=== PROBLEM REQUIREMENTS ===
Copy all the lines of the data that include the word "document".

=== EXERCISE DATA ===
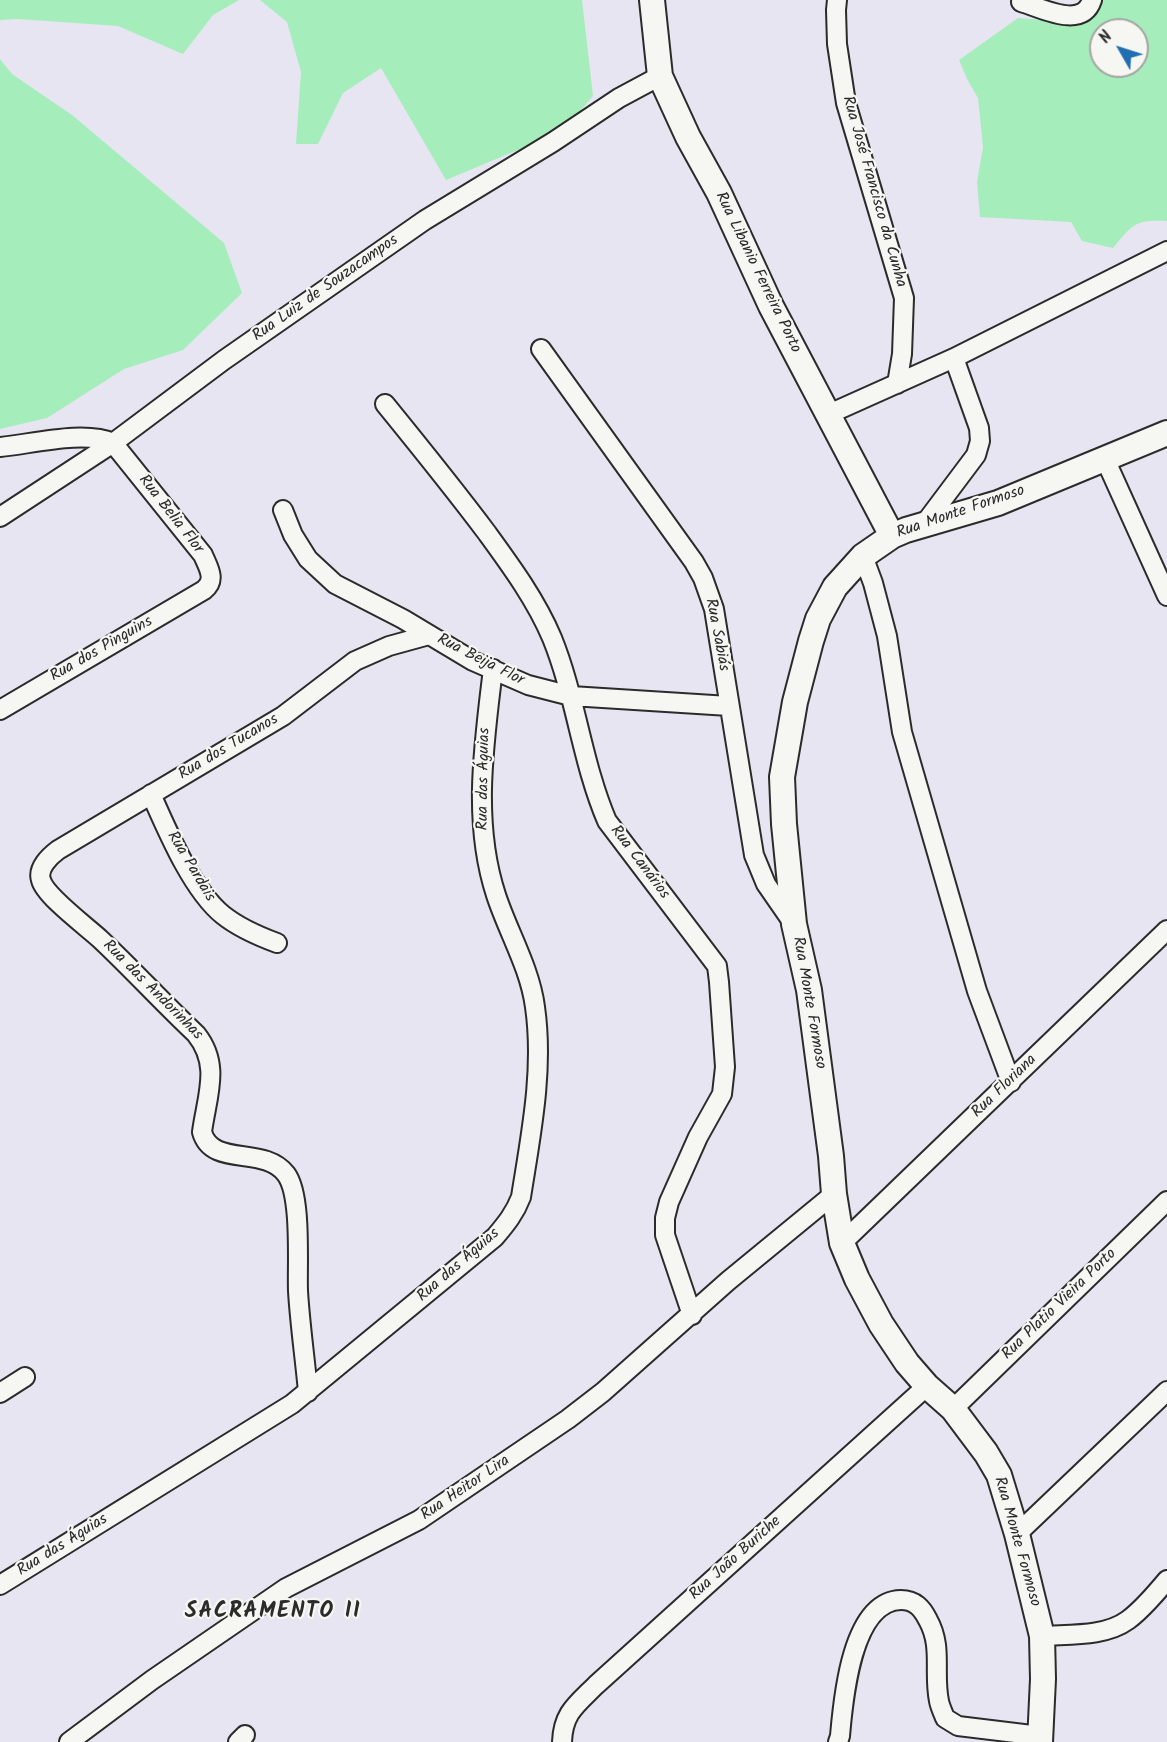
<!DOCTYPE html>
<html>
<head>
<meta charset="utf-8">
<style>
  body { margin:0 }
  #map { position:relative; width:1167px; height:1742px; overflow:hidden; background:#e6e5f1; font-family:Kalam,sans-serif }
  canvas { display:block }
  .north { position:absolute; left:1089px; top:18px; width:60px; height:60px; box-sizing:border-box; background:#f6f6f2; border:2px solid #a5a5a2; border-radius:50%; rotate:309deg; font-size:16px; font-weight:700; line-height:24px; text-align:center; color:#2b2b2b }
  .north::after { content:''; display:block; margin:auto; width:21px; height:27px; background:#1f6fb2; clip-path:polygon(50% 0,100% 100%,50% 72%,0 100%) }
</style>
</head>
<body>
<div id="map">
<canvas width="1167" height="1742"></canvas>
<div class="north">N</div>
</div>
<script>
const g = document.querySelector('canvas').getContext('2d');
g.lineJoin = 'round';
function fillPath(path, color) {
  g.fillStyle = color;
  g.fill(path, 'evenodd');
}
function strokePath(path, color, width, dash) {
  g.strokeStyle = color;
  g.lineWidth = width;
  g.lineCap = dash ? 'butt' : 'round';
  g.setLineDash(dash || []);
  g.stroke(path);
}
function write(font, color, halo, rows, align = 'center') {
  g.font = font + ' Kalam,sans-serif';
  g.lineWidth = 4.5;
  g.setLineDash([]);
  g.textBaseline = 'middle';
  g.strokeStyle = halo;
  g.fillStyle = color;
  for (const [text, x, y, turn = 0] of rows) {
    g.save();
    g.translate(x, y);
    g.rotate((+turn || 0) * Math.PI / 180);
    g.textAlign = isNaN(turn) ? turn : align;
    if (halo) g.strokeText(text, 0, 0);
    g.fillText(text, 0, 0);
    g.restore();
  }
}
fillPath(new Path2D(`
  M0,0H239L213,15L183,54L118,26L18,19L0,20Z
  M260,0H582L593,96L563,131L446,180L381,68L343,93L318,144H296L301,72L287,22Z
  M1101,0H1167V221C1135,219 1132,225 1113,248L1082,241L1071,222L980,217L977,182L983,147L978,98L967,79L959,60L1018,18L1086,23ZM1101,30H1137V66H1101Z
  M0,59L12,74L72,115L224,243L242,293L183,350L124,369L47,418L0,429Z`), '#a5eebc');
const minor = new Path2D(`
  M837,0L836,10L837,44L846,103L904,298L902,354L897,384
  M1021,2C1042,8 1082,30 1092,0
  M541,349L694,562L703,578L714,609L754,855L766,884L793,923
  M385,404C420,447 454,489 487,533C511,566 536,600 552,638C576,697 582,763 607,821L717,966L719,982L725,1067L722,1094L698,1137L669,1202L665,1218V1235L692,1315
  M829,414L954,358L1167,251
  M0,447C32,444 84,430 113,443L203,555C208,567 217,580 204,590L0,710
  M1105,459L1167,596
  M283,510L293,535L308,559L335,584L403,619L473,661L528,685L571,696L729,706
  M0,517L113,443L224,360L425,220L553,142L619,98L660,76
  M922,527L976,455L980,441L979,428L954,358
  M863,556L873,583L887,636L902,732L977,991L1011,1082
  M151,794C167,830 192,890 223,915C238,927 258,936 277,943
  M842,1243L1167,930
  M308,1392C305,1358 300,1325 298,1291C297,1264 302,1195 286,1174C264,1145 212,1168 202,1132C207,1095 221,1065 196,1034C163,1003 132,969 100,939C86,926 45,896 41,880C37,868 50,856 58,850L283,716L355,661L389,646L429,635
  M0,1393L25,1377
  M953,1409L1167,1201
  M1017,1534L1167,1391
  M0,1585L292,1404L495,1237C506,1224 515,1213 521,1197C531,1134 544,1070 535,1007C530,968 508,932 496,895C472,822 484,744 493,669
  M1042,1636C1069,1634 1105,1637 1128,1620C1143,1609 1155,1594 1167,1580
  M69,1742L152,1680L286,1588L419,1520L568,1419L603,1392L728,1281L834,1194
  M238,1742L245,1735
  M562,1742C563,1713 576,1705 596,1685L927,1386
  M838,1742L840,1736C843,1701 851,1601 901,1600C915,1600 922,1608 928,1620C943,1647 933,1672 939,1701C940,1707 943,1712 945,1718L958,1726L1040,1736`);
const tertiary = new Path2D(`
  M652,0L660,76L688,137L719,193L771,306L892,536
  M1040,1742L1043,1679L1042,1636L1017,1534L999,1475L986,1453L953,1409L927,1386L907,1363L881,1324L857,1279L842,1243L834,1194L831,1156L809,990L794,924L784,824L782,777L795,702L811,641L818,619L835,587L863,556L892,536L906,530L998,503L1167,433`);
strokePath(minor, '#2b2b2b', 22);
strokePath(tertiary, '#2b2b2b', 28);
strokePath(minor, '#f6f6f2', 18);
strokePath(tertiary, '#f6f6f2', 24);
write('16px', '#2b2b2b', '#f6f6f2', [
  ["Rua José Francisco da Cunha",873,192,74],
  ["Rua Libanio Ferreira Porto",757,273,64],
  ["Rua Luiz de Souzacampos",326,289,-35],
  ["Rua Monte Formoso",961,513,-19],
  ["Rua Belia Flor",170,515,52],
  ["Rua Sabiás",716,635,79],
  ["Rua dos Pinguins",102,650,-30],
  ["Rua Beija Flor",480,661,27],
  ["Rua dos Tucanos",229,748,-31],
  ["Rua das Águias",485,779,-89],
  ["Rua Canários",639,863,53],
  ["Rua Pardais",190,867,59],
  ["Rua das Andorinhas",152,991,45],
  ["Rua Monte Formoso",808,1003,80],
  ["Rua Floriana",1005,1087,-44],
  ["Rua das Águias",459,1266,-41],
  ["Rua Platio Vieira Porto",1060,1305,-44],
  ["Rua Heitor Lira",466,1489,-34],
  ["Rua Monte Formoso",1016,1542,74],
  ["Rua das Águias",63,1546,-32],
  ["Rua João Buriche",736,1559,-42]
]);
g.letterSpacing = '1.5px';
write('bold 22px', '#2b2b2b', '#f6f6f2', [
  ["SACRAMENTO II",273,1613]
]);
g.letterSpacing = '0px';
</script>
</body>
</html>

* * *

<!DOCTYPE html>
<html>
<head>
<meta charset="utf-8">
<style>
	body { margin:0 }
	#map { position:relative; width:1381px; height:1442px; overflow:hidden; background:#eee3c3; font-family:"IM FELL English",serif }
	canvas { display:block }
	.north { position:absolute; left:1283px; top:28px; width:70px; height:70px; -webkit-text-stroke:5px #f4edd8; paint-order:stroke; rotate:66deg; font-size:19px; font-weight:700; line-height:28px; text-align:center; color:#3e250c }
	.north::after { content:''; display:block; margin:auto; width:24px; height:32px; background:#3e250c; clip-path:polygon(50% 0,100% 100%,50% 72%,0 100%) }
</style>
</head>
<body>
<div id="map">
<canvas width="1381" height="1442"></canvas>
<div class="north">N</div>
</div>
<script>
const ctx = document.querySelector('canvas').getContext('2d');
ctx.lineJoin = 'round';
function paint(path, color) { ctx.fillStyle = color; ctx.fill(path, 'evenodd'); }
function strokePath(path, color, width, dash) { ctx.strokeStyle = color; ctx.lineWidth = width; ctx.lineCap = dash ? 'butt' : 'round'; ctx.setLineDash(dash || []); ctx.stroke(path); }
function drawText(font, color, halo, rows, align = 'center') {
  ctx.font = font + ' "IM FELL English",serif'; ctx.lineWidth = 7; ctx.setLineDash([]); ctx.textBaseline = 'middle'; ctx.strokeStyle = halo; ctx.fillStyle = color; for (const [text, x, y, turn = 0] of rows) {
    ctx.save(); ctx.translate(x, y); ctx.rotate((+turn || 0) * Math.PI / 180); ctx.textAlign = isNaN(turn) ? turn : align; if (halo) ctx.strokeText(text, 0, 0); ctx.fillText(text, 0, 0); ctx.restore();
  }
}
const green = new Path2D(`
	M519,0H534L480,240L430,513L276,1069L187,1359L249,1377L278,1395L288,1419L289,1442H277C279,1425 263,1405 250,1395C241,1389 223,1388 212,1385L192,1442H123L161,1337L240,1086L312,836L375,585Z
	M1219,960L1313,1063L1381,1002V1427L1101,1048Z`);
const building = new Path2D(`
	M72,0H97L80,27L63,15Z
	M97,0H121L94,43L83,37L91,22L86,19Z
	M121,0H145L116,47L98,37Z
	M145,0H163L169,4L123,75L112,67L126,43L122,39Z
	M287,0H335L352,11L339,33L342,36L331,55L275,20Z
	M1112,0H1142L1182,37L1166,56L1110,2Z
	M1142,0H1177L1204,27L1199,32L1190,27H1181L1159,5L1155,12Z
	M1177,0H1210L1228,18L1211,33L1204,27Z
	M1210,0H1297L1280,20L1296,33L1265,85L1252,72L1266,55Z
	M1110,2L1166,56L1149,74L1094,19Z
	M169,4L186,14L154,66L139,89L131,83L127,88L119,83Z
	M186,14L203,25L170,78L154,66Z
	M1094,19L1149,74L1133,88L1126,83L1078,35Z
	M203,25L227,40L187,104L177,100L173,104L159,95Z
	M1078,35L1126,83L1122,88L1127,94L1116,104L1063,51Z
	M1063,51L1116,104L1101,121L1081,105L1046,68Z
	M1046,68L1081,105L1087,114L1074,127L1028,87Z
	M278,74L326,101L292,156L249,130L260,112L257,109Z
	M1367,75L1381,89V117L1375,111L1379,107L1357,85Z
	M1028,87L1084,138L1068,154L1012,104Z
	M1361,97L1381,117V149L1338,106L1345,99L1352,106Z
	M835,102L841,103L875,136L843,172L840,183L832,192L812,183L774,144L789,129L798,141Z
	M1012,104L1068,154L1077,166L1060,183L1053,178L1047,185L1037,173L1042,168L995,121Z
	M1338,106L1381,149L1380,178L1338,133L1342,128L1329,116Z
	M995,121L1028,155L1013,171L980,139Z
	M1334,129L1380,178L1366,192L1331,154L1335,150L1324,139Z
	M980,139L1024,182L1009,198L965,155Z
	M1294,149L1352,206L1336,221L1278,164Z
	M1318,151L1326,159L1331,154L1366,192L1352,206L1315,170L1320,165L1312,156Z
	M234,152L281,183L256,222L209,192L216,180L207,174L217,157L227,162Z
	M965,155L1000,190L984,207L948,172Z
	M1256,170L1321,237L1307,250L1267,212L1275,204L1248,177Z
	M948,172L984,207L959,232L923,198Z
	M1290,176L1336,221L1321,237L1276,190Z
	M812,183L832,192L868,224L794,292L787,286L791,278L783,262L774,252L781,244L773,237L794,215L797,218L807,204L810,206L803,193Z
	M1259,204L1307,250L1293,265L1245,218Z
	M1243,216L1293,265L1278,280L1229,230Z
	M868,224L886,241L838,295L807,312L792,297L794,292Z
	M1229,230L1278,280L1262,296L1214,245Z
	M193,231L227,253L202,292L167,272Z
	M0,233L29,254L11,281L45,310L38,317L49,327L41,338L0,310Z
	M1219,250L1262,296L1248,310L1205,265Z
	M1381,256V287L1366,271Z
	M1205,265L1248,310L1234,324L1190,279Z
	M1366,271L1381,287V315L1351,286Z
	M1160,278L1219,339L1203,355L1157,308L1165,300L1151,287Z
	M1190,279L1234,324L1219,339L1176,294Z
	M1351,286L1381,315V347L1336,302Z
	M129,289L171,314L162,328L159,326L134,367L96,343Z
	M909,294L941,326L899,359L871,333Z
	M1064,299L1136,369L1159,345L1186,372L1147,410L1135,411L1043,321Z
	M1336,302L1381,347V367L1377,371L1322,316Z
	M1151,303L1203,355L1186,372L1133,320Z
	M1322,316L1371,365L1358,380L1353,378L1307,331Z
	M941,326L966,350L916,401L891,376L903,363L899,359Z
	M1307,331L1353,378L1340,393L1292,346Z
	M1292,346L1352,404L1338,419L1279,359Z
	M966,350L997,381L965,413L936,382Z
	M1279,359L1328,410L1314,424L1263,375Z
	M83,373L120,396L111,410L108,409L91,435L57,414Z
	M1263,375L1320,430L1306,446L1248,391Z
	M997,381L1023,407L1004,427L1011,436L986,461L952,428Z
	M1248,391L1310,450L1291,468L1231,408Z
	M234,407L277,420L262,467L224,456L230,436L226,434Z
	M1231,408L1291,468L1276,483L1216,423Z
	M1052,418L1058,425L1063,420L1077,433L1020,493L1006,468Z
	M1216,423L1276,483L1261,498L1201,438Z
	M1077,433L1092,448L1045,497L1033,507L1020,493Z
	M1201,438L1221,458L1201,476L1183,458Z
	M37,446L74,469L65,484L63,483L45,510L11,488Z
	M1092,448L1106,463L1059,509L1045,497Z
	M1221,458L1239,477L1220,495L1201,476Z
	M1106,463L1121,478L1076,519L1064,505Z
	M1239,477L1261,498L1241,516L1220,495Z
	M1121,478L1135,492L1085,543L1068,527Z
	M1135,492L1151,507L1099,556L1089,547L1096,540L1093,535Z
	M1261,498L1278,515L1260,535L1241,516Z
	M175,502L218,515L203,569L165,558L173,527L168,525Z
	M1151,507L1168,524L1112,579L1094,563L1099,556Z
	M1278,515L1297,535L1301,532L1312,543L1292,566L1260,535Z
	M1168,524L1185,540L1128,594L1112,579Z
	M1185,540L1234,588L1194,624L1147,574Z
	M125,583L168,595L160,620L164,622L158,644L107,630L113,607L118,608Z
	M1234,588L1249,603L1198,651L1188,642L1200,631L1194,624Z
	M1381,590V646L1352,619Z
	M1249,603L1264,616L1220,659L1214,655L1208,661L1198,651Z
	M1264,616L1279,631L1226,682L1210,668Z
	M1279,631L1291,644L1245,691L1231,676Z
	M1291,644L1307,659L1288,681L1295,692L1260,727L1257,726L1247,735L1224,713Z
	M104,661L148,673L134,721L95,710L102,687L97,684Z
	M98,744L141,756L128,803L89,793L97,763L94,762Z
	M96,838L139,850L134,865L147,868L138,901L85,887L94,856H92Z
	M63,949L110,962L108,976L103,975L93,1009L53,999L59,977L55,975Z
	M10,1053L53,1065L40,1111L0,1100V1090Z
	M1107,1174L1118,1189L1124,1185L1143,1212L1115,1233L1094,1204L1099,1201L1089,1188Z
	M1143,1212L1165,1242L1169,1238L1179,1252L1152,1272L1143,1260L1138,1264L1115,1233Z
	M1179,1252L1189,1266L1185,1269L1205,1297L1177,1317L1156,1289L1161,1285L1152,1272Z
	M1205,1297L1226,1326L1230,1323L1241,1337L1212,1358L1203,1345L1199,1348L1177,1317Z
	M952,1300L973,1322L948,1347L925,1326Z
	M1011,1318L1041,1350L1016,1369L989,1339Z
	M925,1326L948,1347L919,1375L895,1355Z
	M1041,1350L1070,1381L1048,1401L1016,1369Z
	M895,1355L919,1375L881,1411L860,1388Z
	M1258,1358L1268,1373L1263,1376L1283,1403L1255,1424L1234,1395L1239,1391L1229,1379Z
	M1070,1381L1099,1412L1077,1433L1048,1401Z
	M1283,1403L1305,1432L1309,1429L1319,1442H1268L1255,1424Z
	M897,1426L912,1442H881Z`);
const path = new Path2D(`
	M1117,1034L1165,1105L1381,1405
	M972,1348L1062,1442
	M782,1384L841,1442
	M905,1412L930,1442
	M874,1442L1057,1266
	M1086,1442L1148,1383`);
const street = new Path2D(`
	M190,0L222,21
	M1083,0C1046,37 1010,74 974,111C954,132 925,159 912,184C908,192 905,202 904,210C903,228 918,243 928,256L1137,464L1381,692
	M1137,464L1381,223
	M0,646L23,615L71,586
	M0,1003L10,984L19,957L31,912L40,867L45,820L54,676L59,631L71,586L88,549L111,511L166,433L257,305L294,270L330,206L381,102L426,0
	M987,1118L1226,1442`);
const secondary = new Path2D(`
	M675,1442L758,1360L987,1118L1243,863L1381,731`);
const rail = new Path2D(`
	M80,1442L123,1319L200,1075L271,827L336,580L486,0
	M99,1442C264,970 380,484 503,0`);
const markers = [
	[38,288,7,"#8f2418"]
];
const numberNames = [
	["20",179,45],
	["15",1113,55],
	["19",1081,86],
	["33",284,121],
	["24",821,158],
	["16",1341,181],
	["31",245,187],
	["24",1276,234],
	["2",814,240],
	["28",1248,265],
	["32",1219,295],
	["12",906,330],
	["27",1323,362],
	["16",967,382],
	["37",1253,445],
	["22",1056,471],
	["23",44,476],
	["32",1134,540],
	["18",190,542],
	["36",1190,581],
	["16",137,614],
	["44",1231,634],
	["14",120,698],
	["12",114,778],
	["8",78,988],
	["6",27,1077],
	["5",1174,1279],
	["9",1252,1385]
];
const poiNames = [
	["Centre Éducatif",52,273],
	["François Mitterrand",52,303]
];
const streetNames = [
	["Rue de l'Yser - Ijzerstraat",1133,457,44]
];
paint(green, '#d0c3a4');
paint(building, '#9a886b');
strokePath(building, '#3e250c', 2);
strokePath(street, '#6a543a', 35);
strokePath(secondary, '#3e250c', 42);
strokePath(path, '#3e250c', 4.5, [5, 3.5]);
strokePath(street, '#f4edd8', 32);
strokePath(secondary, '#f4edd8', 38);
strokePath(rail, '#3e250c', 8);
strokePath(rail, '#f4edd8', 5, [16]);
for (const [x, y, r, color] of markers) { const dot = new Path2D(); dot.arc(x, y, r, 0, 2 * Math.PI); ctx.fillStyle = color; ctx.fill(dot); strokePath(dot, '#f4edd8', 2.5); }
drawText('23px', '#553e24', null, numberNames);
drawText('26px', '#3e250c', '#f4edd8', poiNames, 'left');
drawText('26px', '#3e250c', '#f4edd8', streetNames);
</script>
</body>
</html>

=== ANSWER FOR THE TASK ===
const g = document.querySelector('canvas').getContext('2d');
const ctx = document.querySelector('canvas').getContext('2d');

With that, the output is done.